RECORDS PROVIDED:
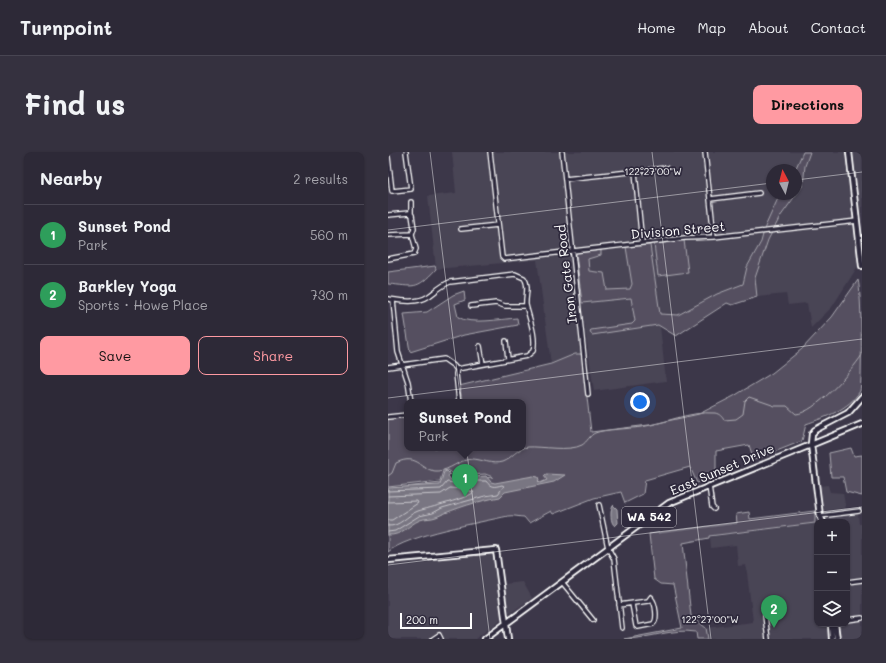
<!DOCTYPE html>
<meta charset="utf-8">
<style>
:root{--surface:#2d2937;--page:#35313f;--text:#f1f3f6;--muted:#a7a6ad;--line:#484552;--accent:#ff9aa2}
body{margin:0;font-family:Mali,sans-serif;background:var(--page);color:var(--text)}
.controls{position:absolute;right:12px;bottom:12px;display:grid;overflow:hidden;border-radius:8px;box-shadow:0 1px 3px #0004}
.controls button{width:36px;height:36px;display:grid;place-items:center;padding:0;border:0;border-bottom:1px solid var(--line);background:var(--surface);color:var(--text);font:20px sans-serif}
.compass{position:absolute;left:378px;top:12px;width:36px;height:36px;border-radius:50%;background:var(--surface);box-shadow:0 1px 3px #0004;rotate:353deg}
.scale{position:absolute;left:12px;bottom:10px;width:72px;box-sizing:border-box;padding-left:4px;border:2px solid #fff;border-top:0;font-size:11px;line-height:14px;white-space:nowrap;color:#fff;-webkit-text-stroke:3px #2f2a3d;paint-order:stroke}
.you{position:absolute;left:252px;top:250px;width:14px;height:14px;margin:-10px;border:3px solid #fff;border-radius:50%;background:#1a73e8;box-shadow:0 0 0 6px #1a73e833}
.badge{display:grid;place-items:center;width:26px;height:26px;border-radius:50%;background:var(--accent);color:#fff;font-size:13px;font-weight:700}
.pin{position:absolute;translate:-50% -33px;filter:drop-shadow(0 1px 2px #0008)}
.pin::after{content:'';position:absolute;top:21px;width:14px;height:12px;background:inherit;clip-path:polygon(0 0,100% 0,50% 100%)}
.popup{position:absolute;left:16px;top:247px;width:122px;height:52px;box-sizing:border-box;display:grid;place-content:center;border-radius:8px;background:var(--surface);filter:drop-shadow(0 1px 3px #0005);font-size:13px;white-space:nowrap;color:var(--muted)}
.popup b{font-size:15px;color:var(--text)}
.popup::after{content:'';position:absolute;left:50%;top:100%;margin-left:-8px;border:8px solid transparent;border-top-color:var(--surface)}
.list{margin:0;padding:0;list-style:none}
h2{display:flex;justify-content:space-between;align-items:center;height:52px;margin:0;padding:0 16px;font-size:17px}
h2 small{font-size:13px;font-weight:400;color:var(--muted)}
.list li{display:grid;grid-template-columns:26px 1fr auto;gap:12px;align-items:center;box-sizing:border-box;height:60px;padding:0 16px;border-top:1px solid var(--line)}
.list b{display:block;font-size:15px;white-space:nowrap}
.list p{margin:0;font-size:13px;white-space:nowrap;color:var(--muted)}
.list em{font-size:13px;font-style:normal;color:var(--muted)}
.actions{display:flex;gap:8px;padding:12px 16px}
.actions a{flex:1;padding:9px 0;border:1px solid var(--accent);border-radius:8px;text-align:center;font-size:14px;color:var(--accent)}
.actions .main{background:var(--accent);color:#111}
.icon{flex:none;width:22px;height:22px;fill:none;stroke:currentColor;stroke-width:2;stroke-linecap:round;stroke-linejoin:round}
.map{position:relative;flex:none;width:474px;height:487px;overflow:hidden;border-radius:8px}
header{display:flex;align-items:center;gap:24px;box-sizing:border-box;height:56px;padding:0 20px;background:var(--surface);border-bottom:1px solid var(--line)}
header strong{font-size:19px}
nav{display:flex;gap:22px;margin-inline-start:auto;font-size:14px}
.intro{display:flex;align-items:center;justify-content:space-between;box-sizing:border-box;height:96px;padding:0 24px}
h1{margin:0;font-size:28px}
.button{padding:10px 18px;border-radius:8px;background:var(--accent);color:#111;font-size:14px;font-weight:700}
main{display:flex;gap:24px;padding:0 24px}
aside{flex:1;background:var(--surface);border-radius:8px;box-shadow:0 1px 3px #0004}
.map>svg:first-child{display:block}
.built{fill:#494455}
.green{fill:#555060;stroke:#aaa8b0}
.water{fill:#797682;stroke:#afadb4}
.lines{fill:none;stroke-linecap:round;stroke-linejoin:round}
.shore{stroke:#c9c8cd;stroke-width:1}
.stream{stroke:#afadb4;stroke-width:1}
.minor-casing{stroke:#fff;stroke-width:6}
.major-casing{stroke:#fff;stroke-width:8}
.minor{stroke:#2f2a3d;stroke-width:3.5}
.major{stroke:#2f2a3d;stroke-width:4.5}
.ticks{fill:none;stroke:#fff;stroke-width:1;stroke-opacity:0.45}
.labels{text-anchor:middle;stroke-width:3.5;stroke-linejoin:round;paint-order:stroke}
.shield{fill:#2f2a3d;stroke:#c1bfc5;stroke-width:1}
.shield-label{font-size:12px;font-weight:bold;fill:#fff}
.street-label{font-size:13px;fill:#fff;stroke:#2f2a3d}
.ticks-label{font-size:10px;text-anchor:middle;fill:#fff;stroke:#2f2a3d;stroke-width:3.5;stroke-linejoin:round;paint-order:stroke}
</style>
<header>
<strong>Turnpoint</strong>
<nav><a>Home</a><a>Map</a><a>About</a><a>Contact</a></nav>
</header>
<div class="intro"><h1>Find us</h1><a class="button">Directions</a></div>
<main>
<aside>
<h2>Nearby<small>2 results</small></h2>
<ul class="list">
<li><span class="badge" style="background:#2e9e5b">1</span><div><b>Sunset Pond</b><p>Park</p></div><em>560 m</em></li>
<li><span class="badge" style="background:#2e9e5b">2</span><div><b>Barkley Yoga</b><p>Sports · Howe Place</p></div><em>730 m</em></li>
</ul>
<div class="actions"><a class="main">Save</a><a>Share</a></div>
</aside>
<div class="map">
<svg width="474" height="487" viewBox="0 0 474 487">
<rect width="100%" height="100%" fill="#3c3749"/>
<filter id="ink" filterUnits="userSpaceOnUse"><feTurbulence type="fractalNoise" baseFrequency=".025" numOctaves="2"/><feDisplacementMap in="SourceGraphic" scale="8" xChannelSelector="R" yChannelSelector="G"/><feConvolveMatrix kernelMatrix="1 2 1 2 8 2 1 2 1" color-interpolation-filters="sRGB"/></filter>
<g filter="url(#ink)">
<path class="built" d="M 64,0 L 415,0 L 407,18 L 384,18 L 384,42 L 392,42 L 377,75 L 373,90 L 359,115 L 355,132 L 329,142 L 272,174 L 278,229 L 206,239 L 196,171 L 190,171 L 194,202 L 187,202 L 163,212 L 149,108 L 48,117 L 40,44 L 68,41 Z
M 422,0 L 474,0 L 474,62 L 464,66 L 470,114 L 444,155 L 423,176 L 419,151 L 400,153 L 398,142 L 369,145 L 367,126 L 380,88 L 392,65 L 415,33 L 417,14 Z
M 440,333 L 442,340 L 455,341 L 458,358 L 437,360 L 434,359 L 431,334 Z
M 470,361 L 471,372 L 474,372 L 474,425 L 459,427 L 459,370 L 435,370 L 435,368 L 438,365 Z
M 429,371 L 429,472 L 441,472 L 443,487 L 320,487 L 318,476 L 365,470 L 358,413 L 350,414 L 348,393 L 323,396 L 322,385 Z
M 103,399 L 106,401 L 113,468 L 87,487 L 0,487 L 0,411 Z
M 135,430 L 144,446 L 124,460 L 121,460 L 118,458 L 116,432 Z
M 474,431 L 474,465 L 459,467 L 459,432 Z
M 474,468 L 474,487 L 450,487 L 450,472 L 459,472 L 459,470 Z"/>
<path class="green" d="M 415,0 L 422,0 L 417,14 L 415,33 L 392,65 L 380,88 L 367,126 L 369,145 L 344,153 L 339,151 L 288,184 L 270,173 L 204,183 L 202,179 L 203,178 L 244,172 L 247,169 L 243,146 L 194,151 L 188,101 L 213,98 L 213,103 L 200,107 L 201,119 L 216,121 L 219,138 L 242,137 L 244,132 L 238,95 L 262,93 L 272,162 L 290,163 L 329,142 L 355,132 L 359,115 L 373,90 L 377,75 L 392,42 L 408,42 L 407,18 Z
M 296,88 L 300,120 L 270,124 L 266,92 Z
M 47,114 L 48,117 C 28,139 26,134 0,132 L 0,120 Z
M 470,128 C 474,142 474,230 472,239 C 460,258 438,265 418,272 L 414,289 L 366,308 L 361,293 L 328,299 L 328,323 L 309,331 L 302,315 L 257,328 L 255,342 L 237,351 L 233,340 L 206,346 L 165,362 L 163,359 L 141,371 L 136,365 C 131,365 125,363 120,364 C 94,370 19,383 0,400 L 0,337 L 105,325 L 97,322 L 68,324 L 60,318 L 55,319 L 52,329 L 0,335 L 0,267 L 19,265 L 19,296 L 135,296 L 135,250 L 73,250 L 71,234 L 163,212 L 187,202 L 194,202 L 203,280 L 261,273 L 311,262 L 346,244 L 384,221 L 414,197 L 444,165 Z
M 76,139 L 77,148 L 67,152 L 70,165 C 82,173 113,167 129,166 L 130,173 L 76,183 L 22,200 L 16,162 L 39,160 L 65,143 Z
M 463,296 L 466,304 L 474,303 L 474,344 L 458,340 L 455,325 L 443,325 L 441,301 Z
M 427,359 L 427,371 L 321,384 L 321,386 L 295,391 L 303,464 L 318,476 L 320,487 L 309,487 L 308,480 C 284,476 260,487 236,487 L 294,476 L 285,433 L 273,432 L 266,427 L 261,382 L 349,371 L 348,362 L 361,360 L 362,367 Z"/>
<path class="water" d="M 59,319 L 62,322 L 60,324 L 63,328 L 74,328 L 74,325 L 83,330 L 85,325 L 98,324 L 103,330 L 107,331 L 145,324 L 150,325 L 151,328 L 150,329 L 152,331 L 159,328 L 156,324 L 158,322 L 177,323 L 166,330 L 117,340 L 112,345 C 90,349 68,356 48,365 C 43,367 37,366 32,368 C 20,373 14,384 0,383 L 0,336 L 52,333 L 56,320 Z
M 225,353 L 229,357 L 230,371 L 227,374 C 222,371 222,358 225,353 Z"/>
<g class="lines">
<path class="shore" d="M 0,339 L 53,337 L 59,330 L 83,333 L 88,329 L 98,329 C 103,336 106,335 114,333 L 116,334 L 110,342 L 97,344 L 54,356 L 45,361 L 31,364 L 7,379 L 0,380
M 0,344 L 53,342 L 62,336 L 75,337 L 86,340 C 81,346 40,356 30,359 C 19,363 12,375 0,374
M 0,350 L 29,349 L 30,351 L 4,368 L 0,368"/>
<path class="stream" d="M 0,324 L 4,321 L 8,311 C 31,300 33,320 50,319 C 63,318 70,308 84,307 C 93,307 104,313 114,310 C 123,307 129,296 140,295 C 153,294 181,300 194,293 C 199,290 202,283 207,281 C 216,277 242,277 253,275 C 278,271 301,259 327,261 C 332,262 334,265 336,268 L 348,267 L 355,262 L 357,249 L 361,245 L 387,254 L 399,254 L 408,262 C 427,261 463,220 474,203"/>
<defs>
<path id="minor" d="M 102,0 L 114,105 L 116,107 L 297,86 L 326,85 L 469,69
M 174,0 L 200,242
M 317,0 L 326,85
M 0,5 L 4,39 L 23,37 L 18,0
M 247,20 L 254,91
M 177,27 L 278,16
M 322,47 L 371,41
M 23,62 L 23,50
M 0,63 L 21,61 L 24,63 L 26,76 L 24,82
M 73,77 L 110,73
M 0,83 L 24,82
M 0,107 L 26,102 L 28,97 L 24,82
M 0,147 C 13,149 29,152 41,144 C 48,139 54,133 62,130 L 127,122 L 136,126 C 142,134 137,144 138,153 C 141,166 149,185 145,199 L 139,204 L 69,217 L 68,222 L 71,250
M 5,148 L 10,200 L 20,230 L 23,250
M 83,154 L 108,151 L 117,154 L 138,154
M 118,189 L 120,207
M 92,194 L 95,212
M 0,215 L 56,207 L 66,214 L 69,218
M 0,265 L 19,263
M 321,334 L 324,355 L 326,357
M 211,353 L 220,396 L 226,407 L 234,476
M 432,364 L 471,359
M 174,430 L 205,468
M 459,430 L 474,428
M 244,452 L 248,474 L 250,475 L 265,472 C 270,468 268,451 263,446
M 231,453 L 260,449 L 263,445
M 377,464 L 380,487
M 459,468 L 474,466
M 45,487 L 51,483 L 53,487"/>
<path id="major" d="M 461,0 L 474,114
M 435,370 L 432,364 L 423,292 L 424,282 L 427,278 L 460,261 L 474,245
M 0,408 L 108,398 L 120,487
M 443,472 L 444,487
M 447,472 L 449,487
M 97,487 L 281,351 L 474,272"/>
</defs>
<use href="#minor" class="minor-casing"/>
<use href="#major" class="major-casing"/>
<use href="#minor" class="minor"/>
<use href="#major" class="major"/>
</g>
</g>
<path class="ticks" d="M 42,0 L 102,487M 264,0 L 323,487M 408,28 L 474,20M 0,78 L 384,31M 0,246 L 474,187M 0,413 L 474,355"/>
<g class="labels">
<rect class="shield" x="234" y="355" width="54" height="20" rx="3"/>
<g class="shield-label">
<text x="261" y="369">WA 542</text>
</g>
<g class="street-label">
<text transform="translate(290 78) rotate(-5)" y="5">Division Street</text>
<text transform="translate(178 122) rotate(-97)" y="5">Iron Gate Road</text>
<text transform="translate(334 317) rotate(-23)" y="5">East Sunset Drive</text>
</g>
</g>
<g class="ticks-label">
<text x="265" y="23">122°27'00"W</text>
<text x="322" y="471">122°27'00"W</text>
</g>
</svg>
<div class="controls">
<button>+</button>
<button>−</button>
<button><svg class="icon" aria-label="layers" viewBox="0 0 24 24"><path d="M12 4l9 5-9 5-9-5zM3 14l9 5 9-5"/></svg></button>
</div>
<svg class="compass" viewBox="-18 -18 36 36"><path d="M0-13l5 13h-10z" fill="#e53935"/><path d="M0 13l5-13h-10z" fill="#a7a6ad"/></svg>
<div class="scale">200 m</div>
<div class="you"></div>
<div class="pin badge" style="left:77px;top:345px;background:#2e9e5b">1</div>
<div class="popup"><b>Sunset Pond</b>Park</div>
<div class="pin badge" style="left:386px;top:476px;background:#2e9e5b">2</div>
</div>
</main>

EXERCISE DETAILS: Look through the material above for the word "compass" and copy every line that has it.

PROBLEM SOLUTION:
.compass{position:absolute;left:378px;top:12px;width:36px;height:36px;border-radius:50%;background:var(--surface);box-shadow:0 1px 3px #0004;rotate:353deg}
<svg class="compass" viewBox="-18 -18 36 36"><path d="M0-13l5 13h-10z" fill="#e53935"/><path d="M0 13l5-13h-10z" fill="#a7a6ad"/></svg>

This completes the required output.